Daha üç gün önce, 30 Mart'ta Meclis'e sunduğu Anayasa teklifinde siyasi grev, dayanışma grevi ve genel grev yasağını kaldıracağını ilan eden AKP iktidarı, bu faşist saldırısıyla, verdiği sözün arkasında durmayacağını kanıtladı. Güzel vaatleri, gerçekleştirmek için değil, sadece kitlelerin gözünü boyamak için ortaya attığını gösterdi. İşçilerin oturma eylemine, basın açıklamasına, yürüyüşüne bile tahammül etmeyip teröre başvuran bir iktidarın demokrasi vaadine kiralık kalemlerden başka kim inanır? En sade işçi eylemini bile yasadışı ilan eden, Kızılay'ı, Taksim'i, şehirlerin ana meydanlarını işçi miting ve gösterilerine inatla kapatan AKP'nin demokratlığının düzmece olduğunu anlamazlıktan gelenler, kapitalist gericiliğin zulmüne ortaklık ediyorlar.

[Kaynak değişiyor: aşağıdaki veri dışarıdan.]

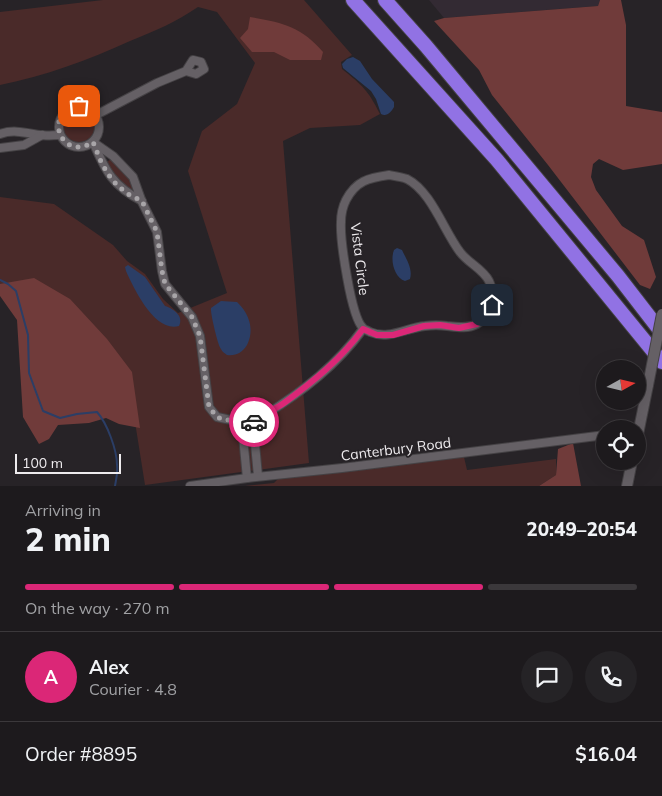 <!DOCTYPE html>
<meta charset="utf-8">
<style>
:root{--surface:#1d1a1d;--page:#252326;--text:#f1f3f6;--muted:#a0a1a4;--line:#3b383b;--accent:#db2777}
body{margin:0;font-family:Mulish,sans-serif;background:var(--page);color:var(--text);height:100vh;display:flex;flex-direction:column;font-size:19px;white-space:nowrap}
*{box-sizing:border-box;margin:0}
p{font-size:16px;color:var(--muted)}
.icon{flex:none;width:28px;height:28px;fill:none;stroke:currentColor;stroke-width:2;stroke-linecap:round;stroke-linejoin:round}
.map{position:relative;height:486px;overflow:hidden}
.side{display:flex;flex-direction:column;background:var(--surface);flex:1}
.side>*{flex:none}
.needle{width:32px;rotate:82deg}
.tools{position:absolute;left:596px;top:360px;display:grid;gap:10px}
.tools a{display:grid;place-items:center;width:50px;height:50px;border-radius:50%;background:var(--surface);box-shadow:0 5px 20px #0002,0 0 0 1px var(--line);font-size:25px}
.scale{position:absolute;left:15px;bottom:12px;width:106px;box-sizing:border-box;padding-left:5px;border:2px solid #eeebee;border-top:0;font-size:14px;line-height:18px;white-space:nowrap;color:#eeebee;-webkit-text-stroke:4px #272327;paint-order:stroke}
.pin{position:absolute;display:grid;place-items:center;width:42px;height:42px;color:#fff;margin:-21px;border-radius:10px;box-shadow:0 2px 8px #0006}
.courier{position:absolute;display:grid;place-items:center;width:50px;height:50px;margin:-25px;border:4px solid #db2777;border-radius:50%;background:#fff;color:#222;box-shadow:0 1px 6px #0007}
.headline em{font-style:normal;font-weight:800}
.headline div{display:flex;flex-direction:column-reverse}
.headline{display:flex;align-items:center;justify-content:space-between;height:85px;padding:0 25px}
h1{font-size:32px;font-weight:800;line-height:38px}
.bar{display:grid;grid-template-columns:repeat(4,1fr);gap:8px 5px;align-content:center;height:60px;padding:0 25px}
.bar i{height:6px;border-radius:4px;background:var(--line)}
.bar .selected{background:var(--accent)}
.bar p{grid-column:span 4}
.line{display:flex;align-items:center;gap:12px;padding:0 25px;border-top:1px solid var(--line)}
.line div{flex:1}
.round{display:grid;place-items:center;flex:none;width:52px;height:52px;border-radius:26px;background:var(--page)}
.map>svg:first-child{display:block}
.built{fill:#332a33}
.green{fill:#4a2a29}
.forest{fill:#703b3a}
.water{fill:#2b3e66}
.lines{fill:none;stroke-linecap:round;stroke-linejoin:round}
.stream{stroke:#2b3e66;stroke-width:2}
.minor-casing{stroke:#454245;stroke-width:10}
.tertiary-casing{stroke:#454245;stroke-width:12}
.motorway-casing{stroke:#454245;stroke-width:16}
.minor{stroke:#656065;stroke-width:8}
.tertiary{stroke:#656065;stroke-width:10}
.motorway{stroke:#9172e4;stroke-width:14}
.tertiary-bridge-casing{stroke:#454245;stroke-width:12;stroke-linecap:butt}
.tertiary-bridge{stroke:#656065;stroke-width:10}
.done{stroke:#a8a5a8;stroke-width:5;stroke-dasharray:0 9}
.route{stroke:#db2777;stroke-width:6}
.labels{text-anchor:middle;stroke-width:4;stroke-linejoin:round;paint-order:stroke}
.street-label{font-size:14px;fill:#eeebee;stroke:#272327}
</style>
<div class="map">
<svg width="662" height="486" viewBox="0 0 662 486">
<rect width="100%" height="100%" fill="#272327"/>
<polygon class="built" points="429,0 600,0 598,6 444,18"/>
<g class="green">
<path d="M103,0H304L352,55L341,62L342,69C363,86 368,90 380,114L360,125L310,128L283,141L309,463L145,485L128,378L0,285V197L54,204L113,245L127,261L145,274L163,299L178,313L227,293L188,171L202,131L237,104L255,63L217,12L198,7C176,22 155,31 130,41C88,60 45,76 0,85V12Z"/>
<circle cx="79" cy="126" r="16"/>
<polygon points="111,159 130,178 136,189 134,194 120,184 106,165 107,162"/>
<polygon points="464,457 467,470 556,459 556,475 539,486 245,486 274,483 278,479"/>
</g>
<g class="forest">
<polygon points="600,0 621,0 626,25 626,106 662,112 662,164 623,170 599,159 593,164 591,177 596,190 622,226 644,240 656,277 650,289 640,285 548,165 492,95 479,70 434,21 444,18 598,6"/>
<path d="M250,17C282,22 302,27 323,52L321,60H290L274,52H252L240,38L248,29Z"/>
<polygon points="34,278 70,299 107,339 132,372 140,428 119,424 106,418 89,423 58,425 49,439 39,444 23,417 17,320 0,296 0,284"/>
<polygon points="573,443 581,486 539,486 556,475 558,449"/>
</g>
<g class="water">
<path d="M353,57L360,61L372,79L394,102V107C391,112 387,117 381,114L376,99L371,91L343,68L342,64L347,59Z"/>
<path d="M397,248L402,250C406,259 413,268 410,279L405,281C394,277 390,260 394,250Z"/>
<path d="M128,265L145,277L165,306C174,309 184,316 179,326C155,333 134,289 126,271L125,267Z"/>
<path d="M221,301L237,302C249,313 255,330 247,345C242,353 236,356 227,355C225,353 222,352 221,349C218,346 210,312 211,308Z"/>
</g>
<g class="lines">
<path class="stream" d="M0,280L8,284L16,291L28,335L29,373L43,411L60,418L77,414L97,412C107,423 117,450 117,465C118,472 116,480 115,486"/>
<g class="minor-casing">
<g id="minor">
<circle cx="79" cy="127" r="20"/>
<polyline points="96,115 157,83 186,71 196,74 204,69 201,62 193,60 186,71"/>
<path d="M0,134C13,129 27,133 40,135C46,136 53,135 60,135"/>
<polyline points="93,142 113,156 133,177 142,202 157,232 162,271 165,284 192,317 200,336 209,407 217,417 231,420 242,426"/>
<path d="M93,142C106,172 113,186 142,201"/>
<polyline points="0,148 24,145 42,135"/>
<path d="M389,175C395,176 402,177 407,179C431,191 444,231 460,252C468,263 483,269 489,281C496,296 492,316 477,324C468,329 456,327 447,326C440,325 432,325 425,326C405,328 389,340 370,332C369,331 363,329 363,328C351,317 340,240 341,222C341,216 343,206 346,200C356,181 368,178 389,175Z"/>
<path d="M231,420C241,410 248,409 260,417"/>
<polyline points="253,423 258,476"/>
<path d="M242,426C253,425 256,417 265,415C303,391 337,365 363,329"/>
<polyline points="242,426 247,478"/>
<polyline points="190,486 247,478 342,468 605,435"/>
</g>
</g>
<g class="tertiary-casing">
<g id="tertiary">
<polyline points="638,434 648,385"/>
<polyline points="627,486 632,461"/>
</g>
</g>
<g class="motorway-casing">
<g id="motorway">
<polyline points="353,0 497,160 662,362"/>
<polyline points="385,0 426,46 618,276 662,333"/>
</g>
</g>
<use href="#minor" class="minor"/>
<use href="#tertiary" class="tertiary"/>
<use href="#motorway" class="motorway"/>
<g class="tertiary-bridge-casing">
<polyline id="tertiary-bridge" points="648,385 662,314"/>
</g>
<use href="#tertiary-bridge" class="tertiary-bridge"/>
</g>
<g class="lines">
<path class="done" d="M79,106C41,112 62,163 93,142L102,164L112,180L126,193L142,201L157,232L162,271L165,284L192,317L200,336L209,407L217,417L224,420H230L237,425L247,426L254,422"/>
<path class="route" d="M254,422C262,414 274,410 284,403C314,381 341,359 363,329L377,335H393L424,326L440,325L459,328L477,324L486,316L492,305"/>
</g>
<g class="labels">
<g class="street-label">
<text transform="translate(360 259) rotate(83)" y="5">Vista Circle</text>
<text transform="translate(396 449) rotate(-7)" y="5">Canterbury Road</text>
</g>
</g>
</svg>
<div class="tools">
<a><svg class="needle" viewBox="-14 -14 28 28"><path d="M0-13l5 13h-10z" fill="#e53935"/><path d="M0 13l5-13h-10z" fill="#a0a1a4"/></svg></a>
<a><svg class="icon" aria-label="locate" viewBox="0 0 24 24"><circle cx="12" cy="12" r="6"/><path d="M12 2v4M12 18v4M2 12h4M18 12h4"/></svg></a>
</div>
<div class="scale">100 m</div>
<div class="pin" style="left:79px;top:106px;background:#ea580c"><svg class="icon" aria-label="bag" viewBox="0 0 24 24"><path d="M5 8h14l-1 12H6zM9 8a3 3 0 0 1 6 0"/></svg></div>
<div class="pin" style="left:492px;top:305px;background:#1f2937"><svg class="icon" aria-label="home" viewBox="0 0 24 24"><path d="M3 11l9-7 9 7M6 9v11h12V9"/></svg></div>
<div class="courier" style="left:254px;top:422px"><svg class="icon" aria-label="car" viewBox="0 0 24 24"><path d="M5 17H2v-5l4-1 3-4h7l3 4 3 1v5h-3M9 17h6M6 11h13"/><circle cx="7" cy="17" r="2"/><circle cx="17" cy="17" r="2"/></svg></div>
</div>
<section class="side">
<div class="headline"><div><h1>2 min</h1><p>Arriving in</p></div><em>20:49–20:54</em></div>
<div class="bar"><i class="selected"></i><i class="selected"></i><i class="selected"></i><i></i><p>On the way · 270 m</p></div>
<div class="line" style="height:90px"><b class="round" style="background:var(--accent);color:#fff">A</b><div><b>Alex</b><p>Courier · 4.8</p></div><a class="round"><svg class="icon" aria-label="chat" viewBox="0 0 24 24"><path d="M4 5h16v11H9l-5 4z"/></svg></a><a class="round"><svg class="icon" aria-label="phone" viewBox="0 0 24 24"><path d="M5 4h4l2 5-3 2q2 4 5 5l2-3 5 2v4C11 20 4 13 5 4z"/></svg></a></div>
<div class="line" style="height:65px"><div>Order #8895</div><b>$16.04</b></div>
</section>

Sendika konfederasyonları başta olmak üzere bütün sendikalar ve demokratik kitle örgütleri Tekel işçileriyle dayanışmayı yükseltme göreviyle karşı karşıyadır. Sınıf içinde örgütlenmeyi güçlendirmek, yalpalayan sendika yönetimlerini örgütlü kesimlerin gücüyle daha mücadeleci bir çizgiye çekmek için elden gelen her şeyi yapmalıyız. Konfederasyonlar daha önce verdikleri sözü tutmalı, 26 Mayıs'ta genel direnişi örgütlemek için gün gün gelişen bir bilinçlendirme, örgütlenme ve eylem çizgisi ortaya koymalı, 1 Mayıs'ı genel direnişin provası olarak hakkıyla örgütlemelidir. Danıştay'ın 4C köleliğinin iptali için Anayasa Mahkemesi'ne başvurmuş olması işçi sınıfının kitlesel mücadelesini şüphesiz kolaylaştırır ama onun yerini asla tutamaz. Asıl olan kitlesel eylemdir; güç dengesini alanlarda, sokaklarda fiilen değiştirmektir.
Tekel direnişinin ikinci perdesini başarıya ulaştırmak güncel görevdir. Kamuoyunu AKP'nin düzmece demokrasi gündemi değil, işçi sınıfının, emekçi kitlelerin, işsizlerin ve yoksulların, ezilen halkların gerçek gündemi belirlemelidir. Alanlara ve sokaklara çıkmadan, fabrikalarda ve işyerlerinde gücümüzü göstermeden kamuoyunu belirleyemeyiz.